■ WHAT THIS TASK INVOLVES: Copy all records exactly, excluding images.

■ INPUT MATERIAL:
= = =

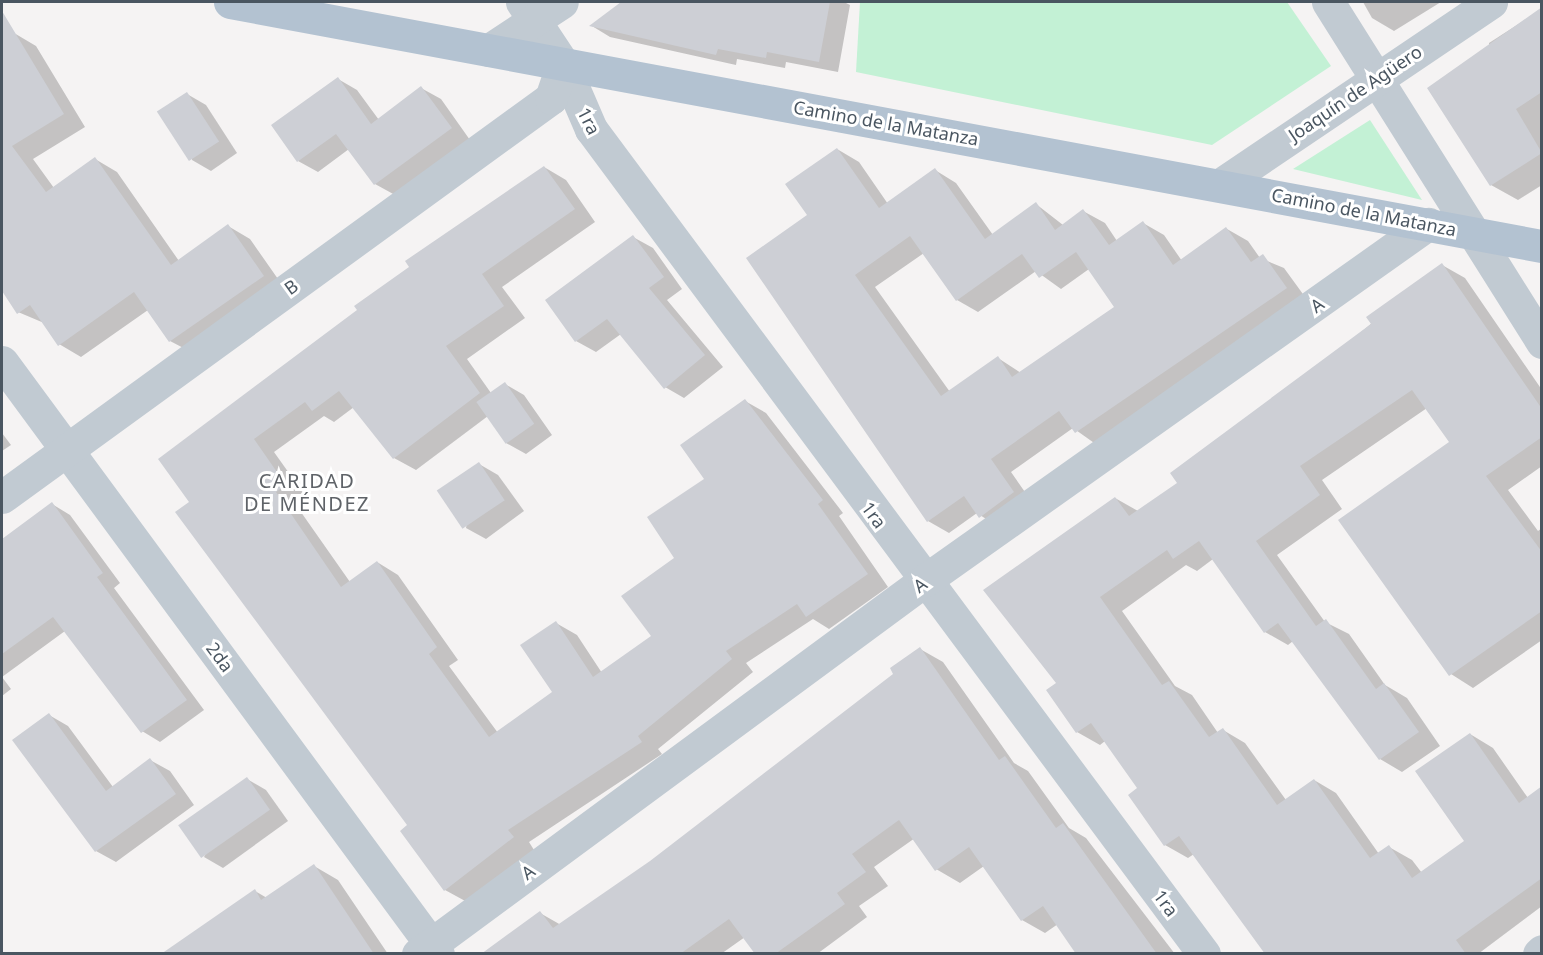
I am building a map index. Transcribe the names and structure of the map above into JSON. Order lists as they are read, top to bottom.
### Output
{
  "streets": {
    "main road": ["Camino de la Matanza"],
    "street": [
      "Joaquín de Agüero",
      "1ra",
      "B",
      "A",
      "2da"
    ]
  },
  "crossings": [
    ["Joaquín de Agüero", "Camino de la Matanza"],
    ["1ra", "Camino de la Matanza"],
    ["1ra", "B"],
    ["1ra", "A"],
    ["Camino de la Matanza", "B"],
    ["Camino de la Matanza", "A"],
    ["B", "2da"],
    ["A", "2da"]
  ],
  "districts": ["CARIDAD DE MÉNDEZ"]
}
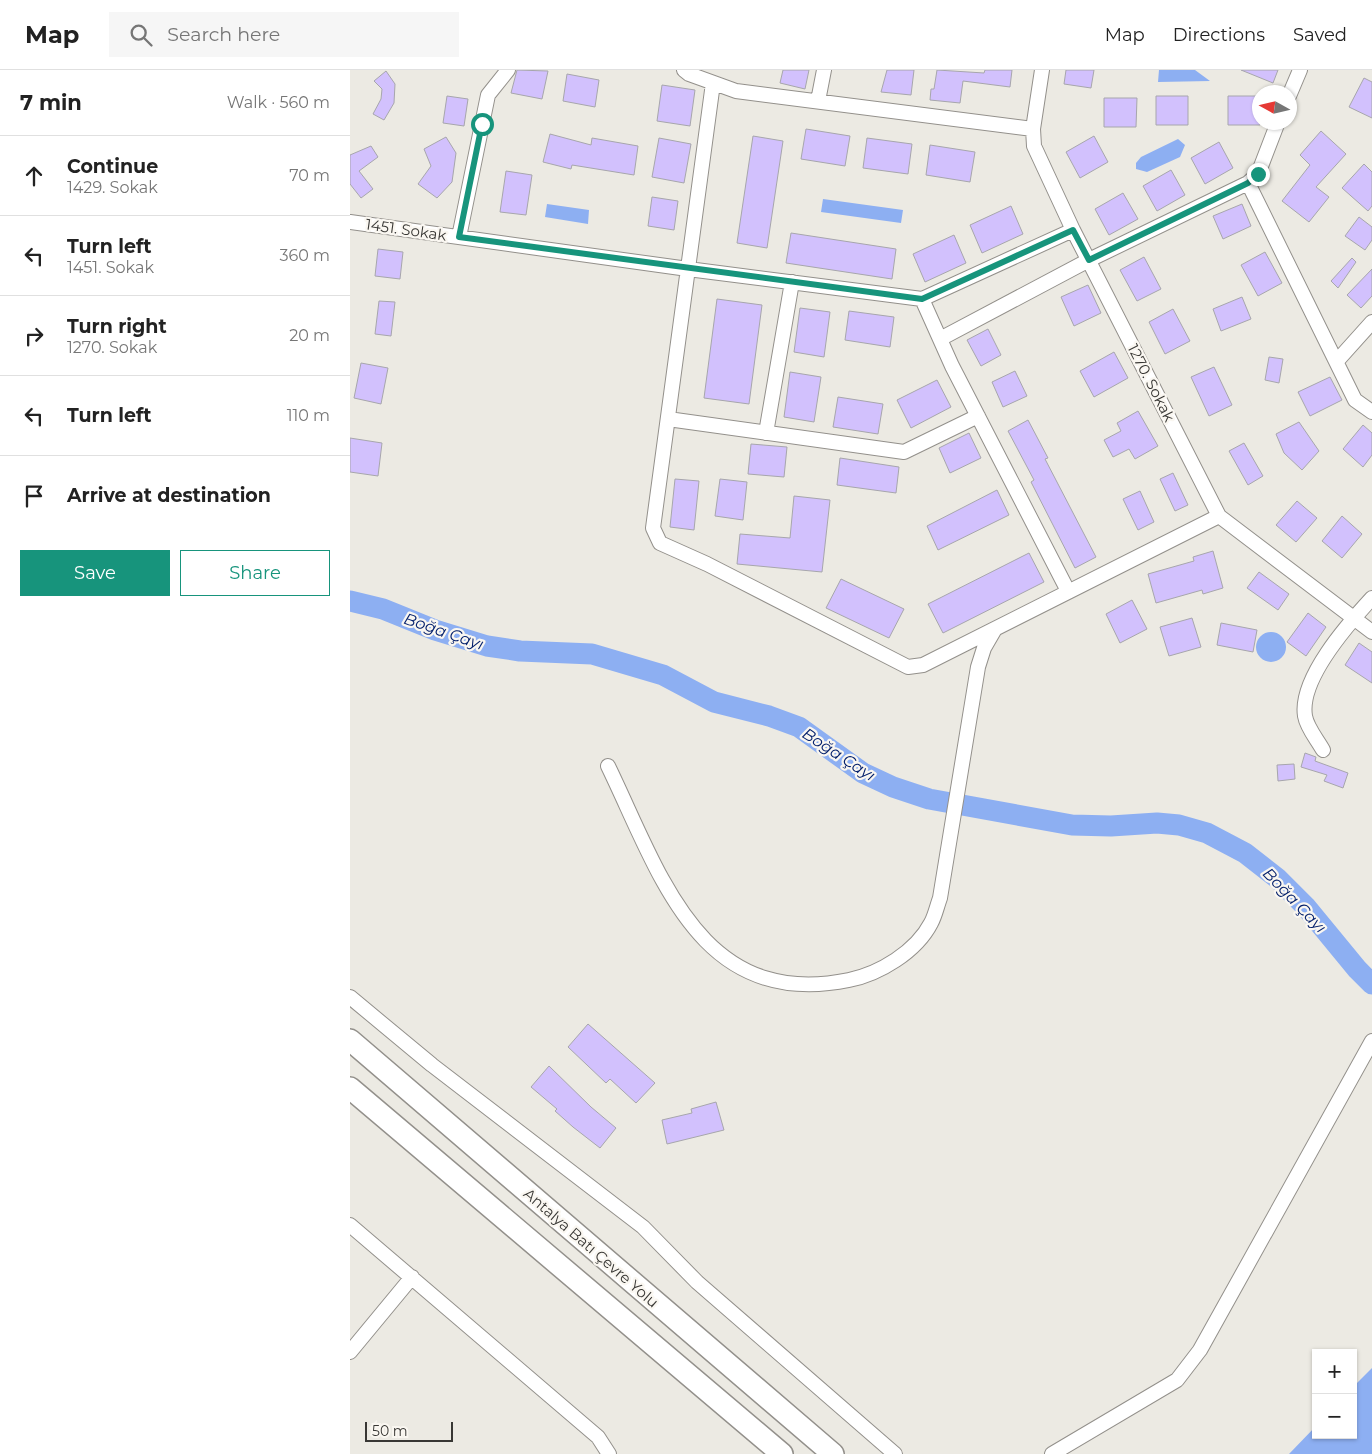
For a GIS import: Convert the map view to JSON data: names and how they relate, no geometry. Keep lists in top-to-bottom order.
{
  "streets": {
    "highway": ["Antalya Batı Çevre Yolu"],
    "street": ["1451. Sokak", "1270. Sokak"]
  },
  "water": ["Boğa Çayı"],
  "scale_bar": "50 m",
  "north": "left",
  "page": {
    "header": "Map",
    "search": "Search here",
    "nav": ["Map", "Directions", "Saved"],
    "heading": ["7 min", "Walk · 560 m"],
    "list": [
      ["Continue", "1429. Sokak", "70 m"],
      ["Turn left", "1451. Sokak", "360 m"],
      ["Turn right", "1270. Sokak", "20 m"],
      ["Turn left", "110 m"],
      "Arrive at destination"
    ],
    "buttons": ["Save", "Share"],
    "map_buttons": ["+", "−"],
    "scale": "50 m"
  }
}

= = =

■ WORKED SOLUTION:
I am building a map index. Transcribe the names and structure of the map above into JSON. Order lists as they are read, top to bottom.
### Output
{
  "streets": {
    "main road": ["Camino de la Matanza"],
    "street": [
      "Joaquín de Agüero",
      "1ra",
      "B",
      "A",
      "2da"
    ]
  },
  "crossings": [
    ["Joaquín de Agüero", "Camino de la Matanza"],
    ["1ra", "Camino de la Matanza"],
    ["1ra", "B"],
    ["1ra", "A"],
    ["Camino de la Matanza", "B"],
    ["Camino de la Matanza", "A"],
    ["B", "2da"],
    ["A", "2da"]
  ],
  "districts": ["CARIDAD DE MÉNDEZ"]
}
For a GIS import: Convert the map view to JSON data: names and how they relate, no geometry. Keep lists in top-to-bottom order.
{
  "streets": {
    "highway": ["Antalya Batı Çevre Yolu"],
    "street": ["1451. Sokak", "1270. Sokak"]
  },
  "water": ["Boğa Çayı"],
  "scale_bar": "50 m",
  "north": "left",
  "page": {
    "header": "Map",
    "search": "Search here",
    "nav": ["Map", "Directions", "Saved"],
    "heading": ["7 min", "Walk · 560 m"],
    "list": [
      ["Continue", "1429. Sokak", "70 m"],
      ["Turn left", "1451. Sokak", "360 m"],
      ["Turn right", "1270. Sokak", "20 m"],
      ["Turn left", "110 m"],
      "Arrive at destination"
    ],
    "buttons": ["Save", "Share"],
    "map_buttons": ["+", "−"],
    "scale": "50 m"
  }
}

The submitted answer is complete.